■ **Input records**
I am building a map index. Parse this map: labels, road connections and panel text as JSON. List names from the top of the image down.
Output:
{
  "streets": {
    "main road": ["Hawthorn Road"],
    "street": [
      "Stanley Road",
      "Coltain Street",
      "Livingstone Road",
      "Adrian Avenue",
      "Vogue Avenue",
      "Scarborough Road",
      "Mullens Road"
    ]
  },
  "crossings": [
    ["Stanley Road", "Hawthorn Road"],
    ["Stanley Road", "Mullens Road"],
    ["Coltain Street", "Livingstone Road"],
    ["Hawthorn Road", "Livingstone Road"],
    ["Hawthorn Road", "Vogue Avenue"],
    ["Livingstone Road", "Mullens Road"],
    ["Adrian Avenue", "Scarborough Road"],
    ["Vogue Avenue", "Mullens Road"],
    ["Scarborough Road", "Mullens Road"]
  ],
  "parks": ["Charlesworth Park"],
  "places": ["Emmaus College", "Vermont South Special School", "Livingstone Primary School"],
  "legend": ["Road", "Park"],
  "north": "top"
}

■ **Required action**
The records above need to be retyped exactly.

■ **Reply**
I am building a map index. Parse this map: labels, road connections and panel text as JSON. List names from the top of the image down.
Output:
{
  "streets": {
    "main road": ["Hawthorn Road"],
    "street": [
      "Stanley Road",
      "Coltain Street",
      "Livingstone Road",
      "Adrian Avenue",
      "Vogue Avenue",
      "Scarborough Road",
      "Mullens Road"
    ]
  },
  "crossings": [
    ["Stanley Road", "Hawthorn Road"],
    ["Stanley Road", "Mullens Road"],
    ["Coltain Street", "Livingstone Road"],
    ["Hawthorn Road", "Livingstone Road"],
    ["Hawthorn Road", "Vogue Avenue"],
    ["Livingstone Road", "Mullens Road"],
    ["Adrian Avenue", "Scarborough Road"],
    ["Vogue Avenue", "Mullens Road"],
    ["Scarborough Road", "Mullens Road"]
  ],
  "parks": ["Charlesworth Park"],
  "places": ["Emmaus College", "Vermont South Special School", "Livingstone Primary School"],
  "legend": ["Road", "Park"],
  "north": "top"
}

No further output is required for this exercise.